J Korean Ophthalmol Soc > Volume 50(5); 2009 > Article
Journal of the Korean Ophthalmological Society 2009;50(5):800-803.
DOI: https://doi.org/10.3341/jkos.2009.50.5.800    Published online May 15, 2009.
Retinal Toxicity of Intravitreal Tissue Plasminogen Activator on Submacular Hemorrhage.

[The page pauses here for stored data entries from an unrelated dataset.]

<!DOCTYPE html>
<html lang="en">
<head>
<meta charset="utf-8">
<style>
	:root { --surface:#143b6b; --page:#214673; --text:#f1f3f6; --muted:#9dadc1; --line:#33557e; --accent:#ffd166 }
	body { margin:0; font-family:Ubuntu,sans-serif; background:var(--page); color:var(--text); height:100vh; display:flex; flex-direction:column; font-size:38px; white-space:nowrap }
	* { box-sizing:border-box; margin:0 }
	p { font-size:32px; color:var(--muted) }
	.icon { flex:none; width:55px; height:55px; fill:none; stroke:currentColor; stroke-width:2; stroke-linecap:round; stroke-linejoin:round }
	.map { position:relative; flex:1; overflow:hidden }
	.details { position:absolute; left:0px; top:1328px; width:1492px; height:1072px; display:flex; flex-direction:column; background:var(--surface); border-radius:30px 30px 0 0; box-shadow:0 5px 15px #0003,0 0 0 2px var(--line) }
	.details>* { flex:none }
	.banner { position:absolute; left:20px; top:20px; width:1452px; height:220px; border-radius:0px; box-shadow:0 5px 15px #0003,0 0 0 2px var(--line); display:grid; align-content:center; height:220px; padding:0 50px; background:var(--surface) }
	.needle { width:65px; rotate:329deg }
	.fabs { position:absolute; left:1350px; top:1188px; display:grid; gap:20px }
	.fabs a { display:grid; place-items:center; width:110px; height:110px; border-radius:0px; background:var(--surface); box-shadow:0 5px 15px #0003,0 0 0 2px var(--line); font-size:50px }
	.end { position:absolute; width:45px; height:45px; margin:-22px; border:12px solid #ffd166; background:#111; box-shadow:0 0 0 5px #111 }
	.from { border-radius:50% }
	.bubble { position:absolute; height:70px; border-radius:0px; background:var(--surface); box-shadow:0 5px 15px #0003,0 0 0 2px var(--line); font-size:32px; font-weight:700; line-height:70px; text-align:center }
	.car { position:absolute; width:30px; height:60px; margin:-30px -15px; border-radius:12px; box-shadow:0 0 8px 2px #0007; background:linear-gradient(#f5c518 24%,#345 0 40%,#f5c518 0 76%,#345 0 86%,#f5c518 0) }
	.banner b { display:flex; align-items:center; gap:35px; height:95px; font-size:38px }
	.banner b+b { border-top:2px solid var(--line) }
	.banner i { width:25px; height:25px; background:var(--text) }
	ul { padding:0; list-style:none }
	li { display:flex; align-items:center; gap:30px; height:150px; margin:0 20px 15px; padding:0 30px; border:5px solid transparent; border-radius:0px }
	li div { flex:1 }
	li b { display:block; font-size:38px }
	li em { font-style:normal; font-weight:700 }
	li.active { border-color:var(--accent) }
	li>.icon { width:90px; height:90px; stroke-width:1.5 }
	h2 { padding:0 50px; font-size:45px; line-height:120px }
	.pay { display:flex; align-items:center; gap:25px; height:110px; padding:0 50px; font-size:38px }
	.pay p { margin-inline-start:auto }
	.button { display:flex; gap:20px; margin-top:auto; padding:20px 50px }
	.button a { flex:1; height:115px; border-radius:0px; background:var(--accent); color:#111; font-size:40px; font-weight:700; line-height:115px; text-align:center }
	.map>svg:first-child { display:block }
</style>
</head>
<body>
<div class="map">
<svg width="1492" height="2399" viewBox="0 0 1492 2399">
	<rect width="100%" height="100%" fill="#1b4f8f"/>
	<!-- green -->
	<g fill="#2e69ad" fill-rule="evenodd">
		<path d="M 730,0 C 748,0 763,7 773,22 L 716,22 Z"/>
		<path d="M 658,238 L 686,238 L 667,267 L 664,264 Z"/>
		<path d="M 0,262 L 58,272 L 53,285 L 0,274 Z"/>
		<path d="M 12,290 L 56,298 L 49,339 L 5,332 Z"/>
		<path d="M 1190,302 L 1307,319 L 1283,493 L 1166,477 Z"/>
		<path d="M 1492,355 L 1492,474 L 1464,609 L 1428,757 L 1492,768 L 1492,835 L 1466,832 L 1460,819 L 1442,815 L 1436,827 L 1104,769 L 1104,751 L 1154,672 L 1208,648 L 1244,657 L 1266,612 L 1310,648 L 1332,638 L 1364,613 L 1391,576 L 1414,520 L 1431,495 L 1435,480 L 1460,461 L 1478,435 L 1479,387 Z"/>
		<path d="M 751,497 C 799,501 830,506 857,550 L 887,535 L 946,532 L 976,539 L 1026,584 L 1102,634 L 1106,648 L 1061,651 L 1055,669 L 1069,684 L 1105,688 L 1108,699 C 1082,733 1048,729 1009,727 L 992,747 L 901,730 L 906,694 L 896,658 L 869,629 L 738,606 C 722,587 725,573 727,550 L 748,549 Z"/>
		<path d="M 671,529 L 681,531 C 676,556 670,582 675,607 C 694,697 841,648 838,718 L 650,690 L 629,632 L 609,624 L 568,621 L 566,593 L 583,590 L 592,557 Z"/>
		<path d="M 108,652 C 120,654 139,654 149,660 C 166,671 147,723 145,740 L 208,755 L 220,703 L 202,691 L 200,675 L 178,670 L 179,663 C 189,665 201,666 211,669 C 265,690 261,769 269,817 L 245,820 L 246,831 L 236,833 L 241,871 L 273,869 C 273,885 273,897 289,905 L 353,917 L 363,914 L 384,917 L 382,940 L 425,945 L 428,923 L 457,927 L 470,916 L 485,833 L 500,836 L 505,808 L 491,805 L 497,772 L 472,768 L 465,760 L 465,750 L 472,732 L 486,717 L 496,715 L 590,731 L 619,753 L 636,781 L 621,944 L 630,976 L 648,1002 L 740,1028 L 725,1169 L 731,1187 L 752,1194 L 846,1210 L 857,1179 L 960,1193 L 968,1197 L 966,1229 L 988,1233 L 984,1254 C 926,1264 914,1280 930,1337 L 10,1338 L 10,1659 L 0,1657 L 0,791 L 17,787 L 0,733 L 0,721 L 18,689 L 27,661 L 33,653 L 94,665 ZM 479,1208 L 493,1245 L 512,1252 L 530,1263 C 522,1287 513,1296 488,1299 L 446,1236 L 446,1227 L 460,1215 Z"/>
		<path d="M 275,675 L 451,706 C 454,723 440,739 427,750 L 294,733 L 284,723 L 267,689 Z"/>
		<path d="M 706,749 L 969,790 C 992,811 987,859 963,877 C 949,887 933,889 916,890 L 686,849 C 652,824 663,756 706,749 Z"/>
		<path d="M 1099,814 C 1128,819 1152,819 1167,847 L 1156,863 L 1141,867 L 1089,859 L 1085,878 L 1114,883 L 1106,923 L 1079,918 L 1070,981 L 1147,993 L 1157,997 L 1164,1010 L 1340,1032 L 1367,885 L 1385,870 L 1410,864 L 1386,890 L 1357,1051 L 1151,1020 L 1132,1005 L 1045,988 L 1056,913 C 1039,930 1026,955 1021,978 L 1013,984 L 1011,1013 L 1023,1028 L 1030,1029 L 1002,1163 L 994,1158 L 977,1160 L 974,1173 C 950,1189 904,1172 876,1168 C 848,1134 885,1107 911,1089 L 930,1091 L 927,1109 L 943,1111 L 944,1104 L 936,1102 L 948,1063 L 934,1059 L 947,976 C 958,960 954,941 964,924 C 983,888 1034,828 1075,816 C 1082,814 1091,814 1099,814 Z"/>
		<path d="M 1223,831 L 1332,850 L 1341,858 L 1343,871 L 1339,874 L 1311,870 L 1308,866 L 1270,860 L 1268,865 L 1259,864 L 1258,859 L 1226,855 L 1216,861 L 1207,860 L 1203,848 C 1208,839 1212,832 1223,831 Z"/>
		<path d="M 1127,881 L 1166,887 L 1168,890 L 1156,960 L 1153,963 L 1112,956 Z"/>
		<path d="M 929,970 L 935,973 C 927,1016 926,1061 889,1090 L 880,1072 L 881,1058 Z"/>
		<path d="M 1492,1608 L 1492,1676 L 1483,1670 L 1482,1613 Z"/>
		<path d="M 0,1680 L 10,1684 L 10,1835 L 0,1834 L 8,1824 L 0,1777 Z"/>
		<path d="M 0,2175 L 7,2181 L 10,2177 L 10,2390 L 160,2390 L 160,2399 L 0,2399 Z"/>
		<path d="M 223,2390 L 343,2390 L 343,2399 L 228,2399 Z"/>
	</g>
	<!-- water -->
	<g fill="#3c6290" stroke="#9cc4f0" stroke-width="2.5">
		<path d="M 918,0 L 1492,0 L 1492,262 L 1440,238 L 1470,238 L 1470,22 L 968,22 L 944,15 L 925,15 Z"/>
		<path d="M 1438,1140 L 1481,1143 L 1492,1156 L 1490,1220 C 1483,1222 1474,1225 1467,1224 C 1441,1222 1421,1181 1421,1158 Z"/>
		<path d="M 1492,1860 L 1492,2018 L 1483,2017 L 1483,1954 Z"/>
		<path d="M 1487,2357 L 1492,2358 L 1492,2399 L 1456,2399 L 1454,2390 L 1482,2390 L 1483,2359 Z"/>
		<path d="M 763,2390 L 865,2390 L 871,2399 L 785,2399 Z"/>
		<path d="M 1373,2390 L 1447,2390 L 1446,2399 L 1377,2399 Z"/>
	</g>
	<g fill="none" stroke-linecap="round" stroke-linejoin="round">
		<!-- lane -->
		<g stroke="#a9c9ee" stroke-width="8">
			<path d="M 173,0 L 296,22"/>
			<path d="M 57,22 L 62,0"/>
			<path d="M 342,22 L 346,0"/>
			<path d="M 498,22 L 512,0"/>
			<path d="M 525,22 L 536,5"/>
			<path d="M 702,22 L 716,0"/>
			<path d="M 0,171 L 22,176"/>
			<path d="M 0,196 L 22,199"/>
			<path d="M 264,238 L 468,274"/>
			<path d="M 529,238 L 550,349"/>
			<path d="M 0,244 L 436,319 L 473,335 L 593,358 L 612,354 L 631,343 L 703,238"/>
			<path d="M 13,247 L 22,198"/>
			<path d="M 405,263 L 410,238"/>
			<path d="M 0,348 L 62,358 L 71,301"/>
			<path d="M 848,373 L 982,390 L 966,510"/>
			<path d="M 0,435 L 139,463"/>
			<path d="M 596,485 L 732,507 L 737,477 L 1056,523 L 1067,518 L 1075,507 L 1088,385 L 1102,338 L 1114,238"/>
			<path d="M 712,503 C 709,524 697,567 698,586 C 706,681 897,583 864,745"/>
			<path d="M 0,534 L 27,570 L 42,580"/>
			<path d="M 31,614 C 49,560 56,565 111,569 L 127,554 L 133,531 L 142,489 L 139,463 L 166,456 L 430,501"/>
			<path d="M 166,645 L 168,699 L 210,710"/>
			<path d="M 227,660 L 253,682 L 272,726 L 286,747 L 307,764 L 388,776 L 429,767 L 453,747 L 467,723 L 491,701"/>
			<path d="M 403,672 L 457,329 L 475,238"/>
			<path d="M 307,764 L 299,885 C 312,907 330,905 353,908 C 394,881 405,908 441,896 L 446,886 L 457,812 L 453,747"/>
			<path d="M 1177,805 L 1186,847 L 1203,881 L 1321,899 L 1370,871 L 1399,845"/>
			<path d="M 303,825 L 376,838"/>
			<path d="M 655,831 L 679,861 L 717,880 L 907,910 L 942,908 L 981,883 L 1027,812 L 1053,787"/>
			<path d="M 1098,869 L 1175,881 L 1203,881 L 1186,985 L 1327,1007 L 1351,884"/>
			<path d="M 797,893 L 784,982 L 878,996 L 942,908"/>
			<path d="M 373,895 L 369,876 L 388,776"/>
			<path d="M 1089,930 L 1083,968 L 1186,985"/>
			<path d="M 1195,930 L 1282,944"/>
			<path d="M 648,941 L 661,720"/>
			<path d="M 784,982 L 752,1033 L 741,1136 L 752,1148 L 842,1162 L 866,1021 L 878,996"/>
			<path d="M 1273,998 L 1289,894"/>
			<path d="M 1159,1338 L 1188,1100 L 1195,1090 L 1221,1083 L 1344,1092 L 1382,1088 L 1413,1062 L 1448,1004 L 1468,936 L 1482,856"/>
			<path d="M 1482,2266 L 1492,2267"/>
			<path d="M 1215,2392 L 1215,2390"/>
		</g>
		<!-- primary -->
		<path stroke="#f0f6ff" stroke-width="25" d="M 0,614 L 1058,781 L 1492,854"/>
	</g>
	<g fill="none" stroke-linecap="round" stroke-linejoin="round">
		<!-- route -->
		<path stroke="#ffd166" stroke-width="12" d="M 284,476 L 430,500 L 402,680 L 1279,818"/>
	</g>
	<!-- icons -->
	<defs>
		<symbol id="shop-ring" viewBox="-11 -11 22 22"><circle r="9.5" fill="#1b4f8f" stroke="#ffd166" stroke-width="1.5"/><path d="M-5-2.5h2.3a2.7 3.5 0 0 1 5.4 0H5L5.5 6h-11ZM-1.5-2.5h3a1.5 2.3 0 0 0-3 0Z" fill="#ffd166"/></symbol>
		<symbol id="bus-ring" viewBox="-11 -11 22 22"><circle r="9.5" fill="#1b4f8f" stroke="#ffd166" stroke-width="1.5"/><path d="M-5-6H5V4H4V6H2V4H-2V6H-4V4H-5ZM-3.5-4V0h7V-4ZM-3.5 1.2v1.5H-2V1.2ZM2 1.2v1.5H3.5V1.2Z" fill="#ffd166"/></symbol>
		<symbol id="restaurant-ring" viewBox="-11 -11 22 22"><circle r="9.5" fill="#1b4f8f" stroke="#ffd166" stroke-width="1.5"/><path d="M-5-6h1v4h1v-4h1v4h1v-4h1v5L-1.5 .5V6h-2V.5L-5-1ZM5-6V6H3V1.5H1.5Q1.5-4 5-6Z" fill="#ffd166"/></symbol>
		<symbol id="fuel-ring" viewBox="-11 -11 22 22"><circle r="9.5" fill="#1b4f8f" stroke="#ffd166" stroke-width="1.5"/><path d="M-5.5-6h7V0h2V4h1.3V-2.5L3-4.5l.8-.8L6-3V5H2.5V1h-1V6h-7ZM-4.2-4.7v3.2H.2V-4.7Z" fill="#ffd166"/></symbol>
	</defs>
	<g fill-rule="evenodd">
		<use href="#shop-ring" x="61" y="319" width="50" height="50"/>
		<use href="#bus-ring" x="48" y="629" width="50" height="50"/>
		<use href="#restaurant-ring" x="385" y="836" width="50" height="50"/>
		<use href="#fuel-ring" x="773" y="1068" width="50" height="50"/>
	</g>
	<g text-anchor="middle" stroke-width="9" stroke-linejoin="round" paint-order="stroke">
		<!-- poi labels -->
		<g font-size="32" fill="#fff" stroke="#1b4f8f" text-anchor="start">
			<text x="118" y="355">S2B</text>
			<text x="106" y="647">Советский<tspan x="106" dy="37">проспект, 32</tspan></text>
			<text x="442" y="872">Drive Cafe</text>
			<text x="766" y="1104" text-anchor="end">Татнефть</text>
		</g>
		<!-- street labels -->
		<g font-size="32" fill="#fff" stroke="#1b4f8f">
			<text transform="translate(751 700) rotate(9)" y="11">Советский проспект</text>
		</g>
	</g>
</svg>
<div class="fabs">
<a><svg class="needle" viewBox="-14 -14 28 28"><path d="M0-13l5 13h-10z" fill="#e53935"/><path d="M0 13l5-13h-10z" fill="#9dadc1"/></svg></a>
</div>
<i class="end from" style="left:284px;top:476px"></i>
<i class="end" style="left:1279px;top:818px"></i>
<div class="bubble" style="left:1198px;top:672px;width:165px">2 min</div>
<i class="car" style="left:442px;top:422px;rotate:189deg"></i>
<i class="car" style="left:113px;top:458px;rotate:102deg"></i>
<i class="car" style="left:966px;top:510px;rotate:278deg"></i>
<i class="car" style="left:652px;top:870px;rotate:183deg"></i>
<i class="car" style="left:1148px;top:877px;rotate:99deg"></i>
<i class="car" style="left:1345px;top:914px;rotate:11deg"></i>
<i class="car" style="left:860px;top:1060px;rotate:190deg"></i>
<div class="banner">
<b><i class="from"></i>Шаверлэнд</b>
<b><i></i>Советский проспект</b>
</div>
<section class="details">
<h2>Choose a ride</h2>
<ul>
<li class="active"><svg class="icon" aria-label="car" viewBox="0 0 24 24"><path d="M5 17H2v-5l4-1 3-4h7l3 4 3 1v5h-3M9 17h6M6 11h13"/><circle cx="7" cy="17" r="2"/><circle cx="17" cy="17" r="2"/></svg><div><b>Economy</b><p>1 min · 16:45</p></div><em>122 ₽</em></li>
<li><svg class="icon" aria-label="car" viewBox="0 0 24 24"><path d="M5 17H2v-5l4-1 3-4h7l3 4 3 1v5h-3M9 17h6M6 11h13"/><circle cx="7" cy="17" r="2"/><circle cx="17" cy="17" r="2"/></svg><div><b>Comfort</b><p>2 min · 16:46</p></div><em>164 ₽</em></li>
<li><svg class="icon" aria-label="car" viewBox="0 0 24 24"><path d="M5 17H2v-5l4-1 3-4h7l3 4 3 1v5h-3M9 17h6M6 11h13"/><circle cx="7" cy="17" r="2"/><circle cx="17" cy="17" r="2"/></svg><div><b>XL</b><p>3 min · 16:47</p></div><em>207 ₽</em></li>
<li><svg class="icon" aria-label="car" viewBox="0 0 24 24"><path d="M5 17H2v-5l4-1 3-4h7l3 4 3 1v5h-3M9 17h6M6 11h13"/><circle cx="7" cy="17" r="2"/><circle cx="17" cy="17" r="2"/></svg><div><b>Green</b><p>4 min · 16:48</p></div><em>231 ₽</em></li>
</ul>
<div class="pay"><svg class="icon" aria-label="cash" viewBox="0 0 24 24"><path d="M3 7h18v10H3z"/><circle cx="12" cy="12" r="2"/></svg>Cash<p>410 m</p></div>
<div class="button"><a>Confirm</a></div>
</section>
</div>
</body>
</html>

Jong Jin Jung, Sung Won Cho
Myung-Gok Eye Research Institute, Department of Ophthalmology, Kim's Eye Hospital, Konyang University, Seoul, Korea. eyecure@kimeye.com
황반하출혈 환자에서 조직형 플라스미노겐 활성제(tPA) 주입술 후 발생한 망막독성 1예
정종진ㆍ조성원
Myung-Gok Eye Research Institute, Department of Ophthalmology, Kim’s Eye Hospital, Konyang University, Seoul, Korea
Abstract
PURPOSE
To present the clinical feature of retinal toxicity of intravitreal tissue plasminogen activator which was used for treatment of submacular hemorrhage. CASE SUMMARY: An intravitreal injection of tPA (100 microg) with C3F8 gas tamponade (0.2 cc) was given to treat the submacular hemorrhage in a patient with ARMD. The therapeutic effect was measured by visual acuity, slit lamp examination, indirect funduscopy and fluorescein angiogram. Three months after the operation, the hemorrhage was decreased but a pigmentary change was observed on the peripheral retina. After 8 months, the submacular hemorrhage completely reabsorbed but the peripheral pigmentary change had increased. Ten months later, the retinal pigmentary change was observed on the entire retina except the posterior pole. The fluorescein angiogram showed peripheral hyperfluorescene of the retina due to window defect from the pigmentary change but no leakage was detected. The electroretinogram showed reduced amplitude in the right eye. CONCLUSIONS: Intravitreal tPA injection of 25 to 100 microg with pneumatic displacement is typically used for the treatment of submacular hemorrhage. However, there is no established safety dose of tPA for use in human eyes. In the present study, 100 microg of tPA was used and retinal toxicity was noted. Establishing a safety dose of tPA to prevent dosage dependent complications is necessary.